Salomon Mendelssohn, ca.1880
Photograph by unknown
Salomon Mendelssohn's grave in the old Jewish cemetery in Braunschweig (Hamburger Strasse)

Salomon Mendelssohn was born in 1813 in Jever as the son of Moses Mendelssohn (1778-1848) (not identical to the famous Berlin philosopher Moses Mendelssohn ) and Gohla Schwabe (1785-1826). The Mendelssohn family from Jever is a German-Jewish family of merchants, scholars and artists. Solomon's younger brother was the writer Joseph Mendelssohn . One of his children was the classical philologist Ludwig Mendelssohn , whose son Erich von Mendelssohn was a poet and writer; Another was the artisan Georg Mendelssohn , whose son Peter de Mendelssohn wrote an extensive biography of Thomas Mann as a publicist and published his diaries.

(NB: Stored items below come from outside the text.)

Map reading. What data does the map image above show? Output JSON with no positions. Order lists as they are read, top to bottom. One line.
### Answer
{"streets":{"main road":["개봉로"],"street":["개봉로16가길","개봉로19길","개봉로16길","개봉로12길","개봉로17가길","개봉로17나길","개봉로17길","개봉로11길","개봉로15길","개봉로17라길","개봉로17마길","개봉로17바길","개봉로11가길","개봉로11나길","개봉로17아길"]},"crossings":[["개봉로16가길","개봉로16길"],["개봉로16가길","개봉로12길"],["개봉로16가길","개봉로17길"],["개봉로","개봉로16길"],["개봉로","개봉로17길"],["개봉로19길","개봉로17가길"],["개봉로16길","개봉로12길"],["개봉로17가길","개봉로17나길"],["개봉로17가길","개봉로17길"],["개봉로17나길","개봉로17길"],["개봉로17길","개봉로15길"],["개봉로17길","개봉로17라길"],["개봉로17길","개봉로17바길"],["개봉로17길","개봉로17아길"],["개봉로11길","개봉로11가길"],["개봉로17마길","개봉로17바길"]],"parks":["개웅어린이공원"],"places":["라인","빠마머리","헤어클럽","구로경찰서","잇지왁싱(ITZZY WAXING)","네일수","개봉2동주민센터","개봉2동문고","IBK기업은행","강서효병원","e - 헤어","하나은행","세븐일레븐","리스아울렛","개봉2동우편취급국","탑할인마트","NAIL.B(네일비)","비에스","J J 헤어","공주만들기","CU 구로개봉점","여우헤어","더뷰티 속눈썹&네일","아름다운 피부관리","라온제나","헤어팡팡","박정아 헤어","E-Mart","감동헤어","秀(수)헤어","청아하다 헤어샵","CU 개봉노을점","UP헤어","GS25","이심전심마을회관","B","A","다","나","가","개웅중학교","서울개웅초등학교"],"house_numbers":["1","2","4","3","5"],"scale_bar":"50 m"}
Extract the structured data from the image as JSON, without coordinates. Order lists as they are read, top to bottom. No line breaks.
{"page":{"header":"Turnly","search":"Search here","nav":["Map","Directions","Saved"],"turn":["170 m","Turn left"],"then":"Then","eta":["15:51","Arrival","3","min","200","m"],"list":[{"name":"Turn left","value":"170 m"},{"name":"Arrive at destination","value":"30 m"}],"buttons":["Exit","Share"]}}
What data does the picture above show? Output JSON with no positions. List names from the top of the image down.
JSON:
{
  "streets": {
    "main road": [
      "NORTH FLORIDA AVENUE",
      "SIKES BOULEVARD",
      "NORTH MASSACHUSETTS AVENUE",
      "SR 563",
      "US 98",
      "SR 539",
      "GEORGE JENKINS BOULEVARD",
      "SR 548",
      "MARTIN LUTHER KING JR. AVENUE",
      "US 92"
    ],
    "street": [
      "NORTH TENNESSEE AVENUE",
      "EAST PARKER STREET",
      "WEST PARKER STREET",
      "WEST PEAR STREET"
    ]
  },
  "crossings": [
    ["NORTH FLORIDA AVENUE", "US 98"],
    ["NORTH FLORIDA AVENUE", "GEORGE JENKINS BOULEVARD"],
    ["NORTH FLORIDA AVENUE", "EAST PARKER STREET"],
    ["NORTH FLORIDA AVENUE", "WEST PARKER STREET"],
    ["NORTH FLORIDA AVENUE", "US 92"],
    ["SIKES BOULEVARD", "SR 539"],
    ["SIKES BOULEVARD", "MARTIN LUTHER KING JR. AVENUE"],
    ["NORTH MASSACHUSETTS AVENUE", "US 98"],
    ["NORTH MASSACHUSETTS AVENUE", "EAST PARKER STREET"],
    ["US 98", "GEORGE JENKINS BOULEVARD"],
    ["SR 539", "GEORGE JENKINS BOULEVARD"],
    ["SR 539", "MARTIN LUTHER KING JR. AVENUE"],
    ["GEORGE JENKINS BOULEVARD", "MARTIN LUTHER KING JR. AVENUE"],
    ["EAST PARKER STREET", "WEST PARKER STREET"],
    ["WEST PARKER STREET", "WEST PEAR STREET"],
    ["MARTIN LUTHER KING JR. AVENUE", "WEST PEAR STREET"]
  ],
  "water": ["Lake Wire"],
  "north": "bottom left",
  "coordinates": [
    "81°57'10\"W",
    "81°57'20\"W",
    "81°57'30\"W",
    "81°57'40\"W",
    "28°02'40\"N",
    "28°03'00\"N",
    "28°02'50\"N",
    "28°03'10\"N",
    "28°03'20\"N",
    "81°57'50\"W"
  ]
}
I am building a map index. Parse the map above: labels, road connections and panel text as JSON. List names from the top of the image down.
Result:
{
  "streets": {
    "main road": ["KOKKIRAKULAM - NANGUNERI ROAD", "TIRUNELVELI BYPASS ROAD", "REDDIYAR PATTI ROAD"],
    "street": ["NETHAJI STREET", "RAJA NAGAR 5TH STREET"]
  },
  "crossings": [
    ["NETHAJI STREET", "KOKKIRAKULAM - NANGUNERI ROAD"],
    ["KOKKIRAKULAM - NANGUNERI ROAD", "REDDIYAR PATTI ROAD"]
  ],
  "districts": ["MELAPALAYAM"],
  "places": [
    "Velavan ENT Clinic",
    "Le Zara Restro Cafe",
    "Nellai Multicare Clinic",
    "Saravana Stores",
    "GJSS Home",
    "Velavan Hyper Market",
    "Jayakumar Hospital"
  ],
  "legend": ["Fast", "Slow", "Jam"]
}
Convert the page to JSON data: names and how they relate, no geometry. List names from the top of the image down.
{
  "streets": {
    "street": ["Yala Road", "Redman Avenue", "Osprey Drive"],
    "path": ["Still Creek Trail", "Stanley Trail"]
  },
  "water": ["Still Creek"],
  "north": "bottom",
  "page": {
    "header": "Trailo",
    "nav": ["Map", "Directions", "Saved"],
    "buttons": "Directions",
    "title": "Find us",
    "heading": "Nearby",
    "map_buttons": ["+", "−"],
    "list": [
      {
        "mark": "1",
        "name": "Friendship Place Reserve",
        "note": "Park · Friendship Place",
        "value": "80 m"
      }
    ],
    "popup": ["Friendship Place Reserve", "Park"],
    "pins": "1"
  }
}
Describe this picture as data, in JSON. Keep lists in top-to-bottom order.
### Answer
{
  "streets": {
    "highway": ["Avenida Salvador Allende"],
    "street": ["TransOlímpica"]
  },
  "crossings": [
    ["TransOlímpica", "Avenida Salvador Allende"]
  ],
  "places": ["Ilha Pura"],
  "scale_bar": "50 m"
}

Salomon Mendelssohn and his brother attended the Israelite Free School under the direction of Eduard Kley in Hamburg. After school he should have become a businessman like his father, but because he lacked an “independent establishment” and because he “had no inclination”, he volunteered in the Grand Ducal Oldenburg Infantry at the age of 19, although “his confession only allowed him Sergeant post could have been achieved ”. In fact, he even reached the level of sergeant when he resigned from the army in 1840 and accepted a position as a fortress inspector at the fortress penal institution in his hometown of Jever . At the same time he married Johanna Philippsohn, a Jewish merchant's daughter from Jever. With her he had a total of fourteen children whom he had evangelically baptized. He and his wife stuck to their Jewish religion.

His job left Mendelssohn so much time that he devoted himself intensively to promoting gymnastics . With the support of the Grand Duke of Oldenburg August I (1783-1853), he organized the establishment of a gymnasium in Jever, the first of its kind in the Duchy of Oldenburg. With the opening on July 1, 1841, regular gymnastics began there, which Mendelssohn offered to boys and girls. In 1842 Mendelsohn published the book “Words about the gymnastics center in Jever” about the gymnastics area, the importance of gymnastics in general and the description of specific gymnastics exercises. In addition, he promoted the introduction of gymnastics as a subject in schools in newspaper advertisements and with numerous articles (especially in the German gymnastics newspaper ). After Jever, he had four more gymnastics grounds set up in the parish of Sengwarden, Sande, Hooksiel and Tettens, and organized gymnastics trips with exhibition gymnastics and award ceremonies to inspire the general public for gymnastics.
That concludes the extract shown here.